Please copy out the full listing that follows exactly; no picture belongs in the copy.

-- Information shown --
BEGIN
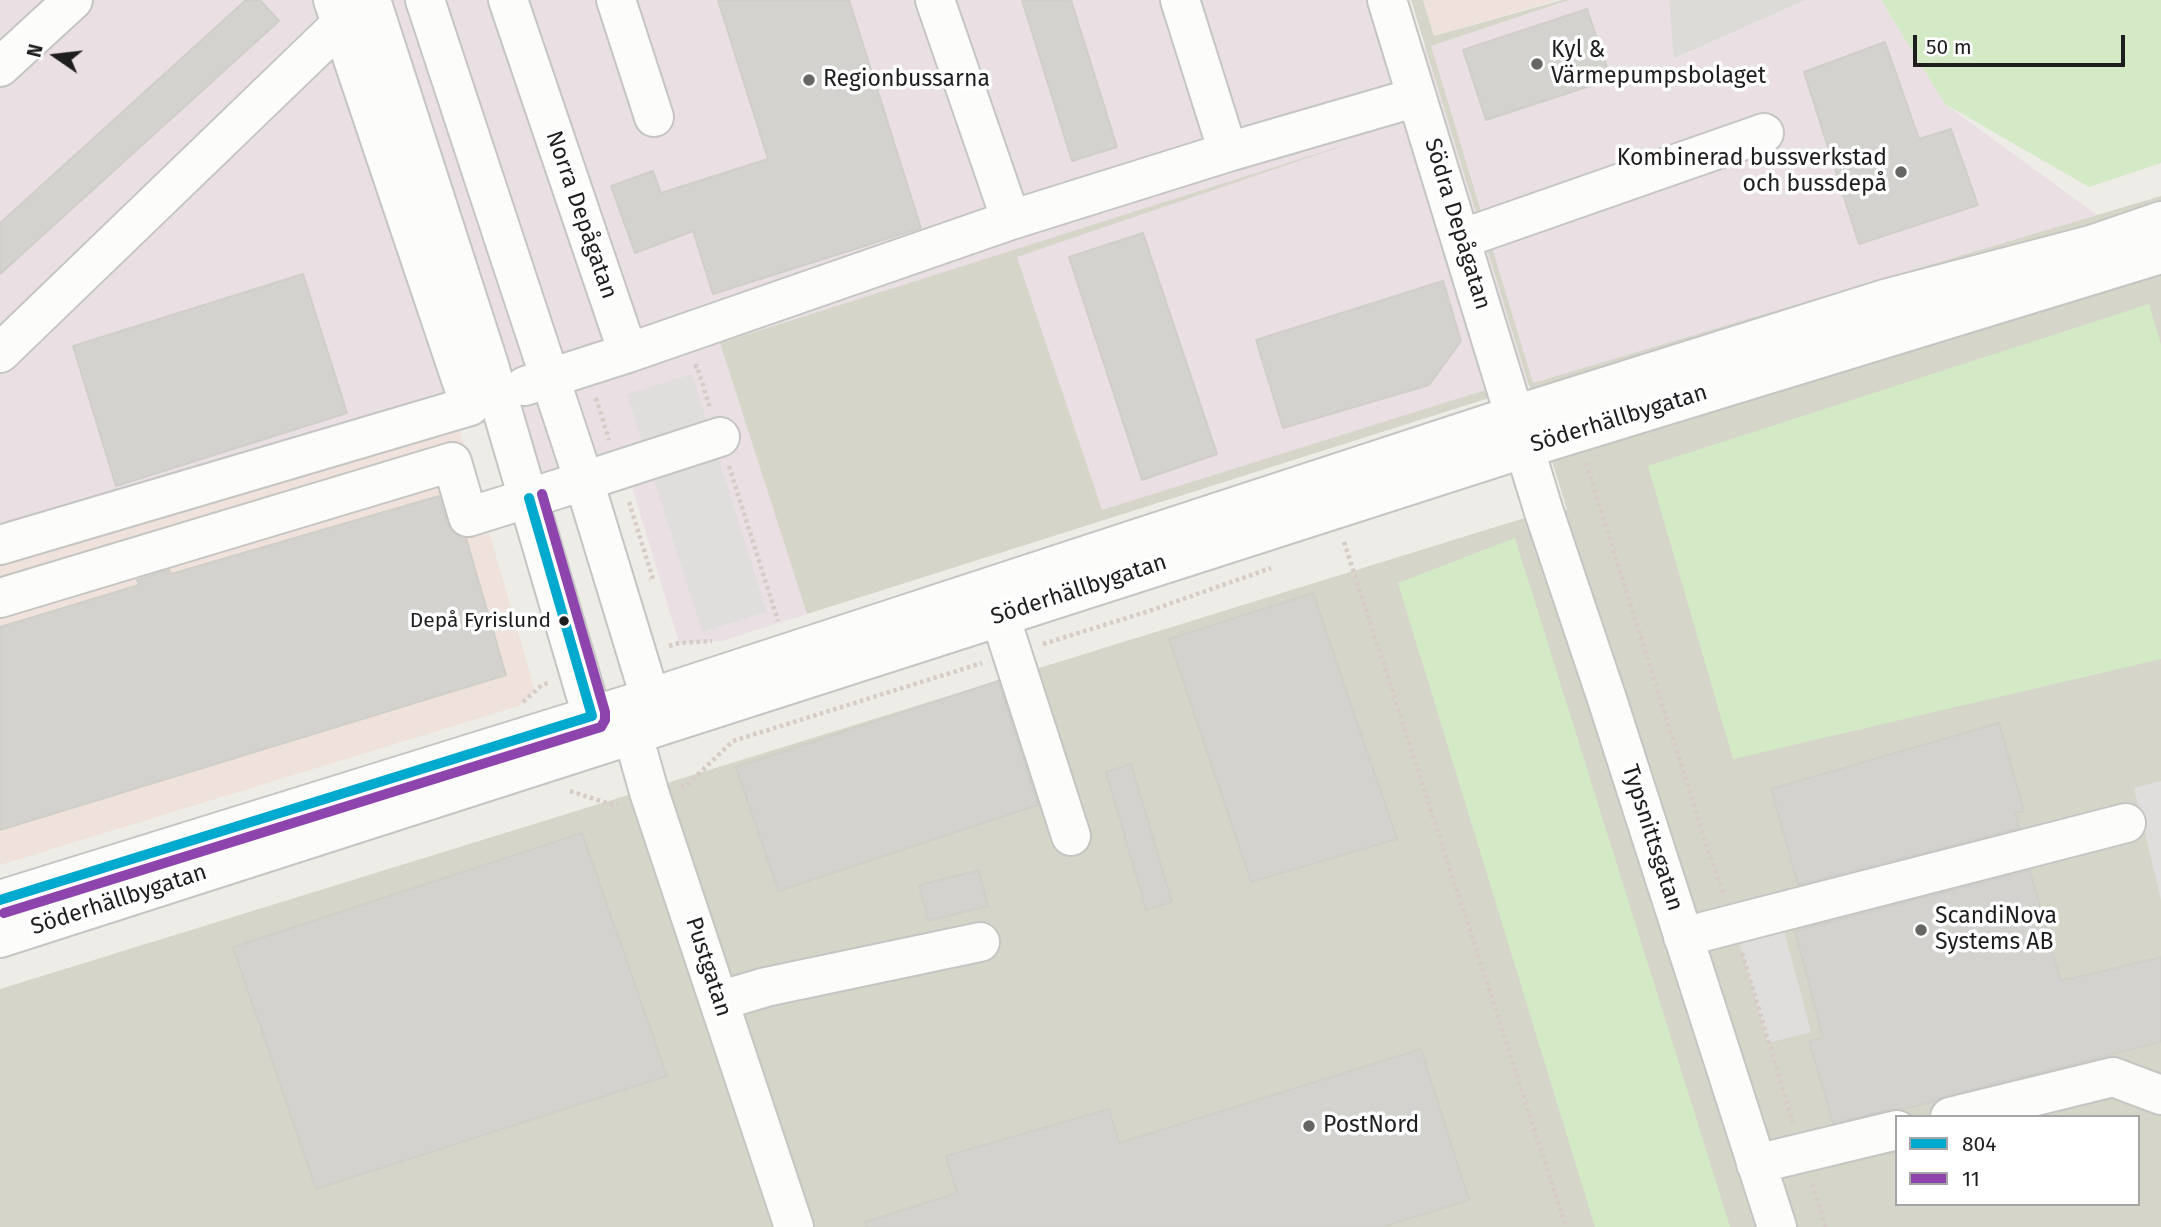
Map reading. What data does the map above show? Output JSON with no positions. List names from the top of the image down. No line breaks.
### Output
{"streets":{"street":["Norra Depågatan","Södra Depågatan","Söderhällbygatan","Typsnittsgatan","Pustgatan"]},"crossings":[["Södra Depågatan","Söderhällbygatan"],["Södra Depågatan","Typsnittsgatan"],["Söderhällbygatan","Typsnittsgatan"],["Söderhällbygatan","Pustgatan"]],"places":["Kyl & Värmepumpsbolaget","Regionbussarna","Kombinerad bussverkstad och bussdepå","Depå Fyrislund","ScandiNova Systems AB","PostNord"],"lines":["transit line 11","transit line 804"],"legend":["804","11"],"scale_bar":"50 m","north":"left"}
END
-- Output --
Map reading. What data does the map above show? Output JSON with no positions. List names from the top of the image down. No line breaks.
### Output
{"streets":{"street":["Norra Depågatan","Södra Depågatan","Söderhällbygatan","Typsnittsgatan","Pustgatan"]},"crossings":[["Södra Depågatan","Söderhällbygatan"],["Södra Depågatan","Typsnittsgatan"],["Söderhällbygatan","Typsnittsgatan"],["Söderhällbygatan","Pustgatan"]],"places":["Kyl & Värmepumpsbolaget","Regionbussarna","Kombinerad bussverkstad och bussdepå","Depå Fyrislund","ScandiNova Systems AB","PostNord"],"lines":["transit line 11","transit line 804"],"legend":["804","11"],"scale_bar":"50 m","north":"left"}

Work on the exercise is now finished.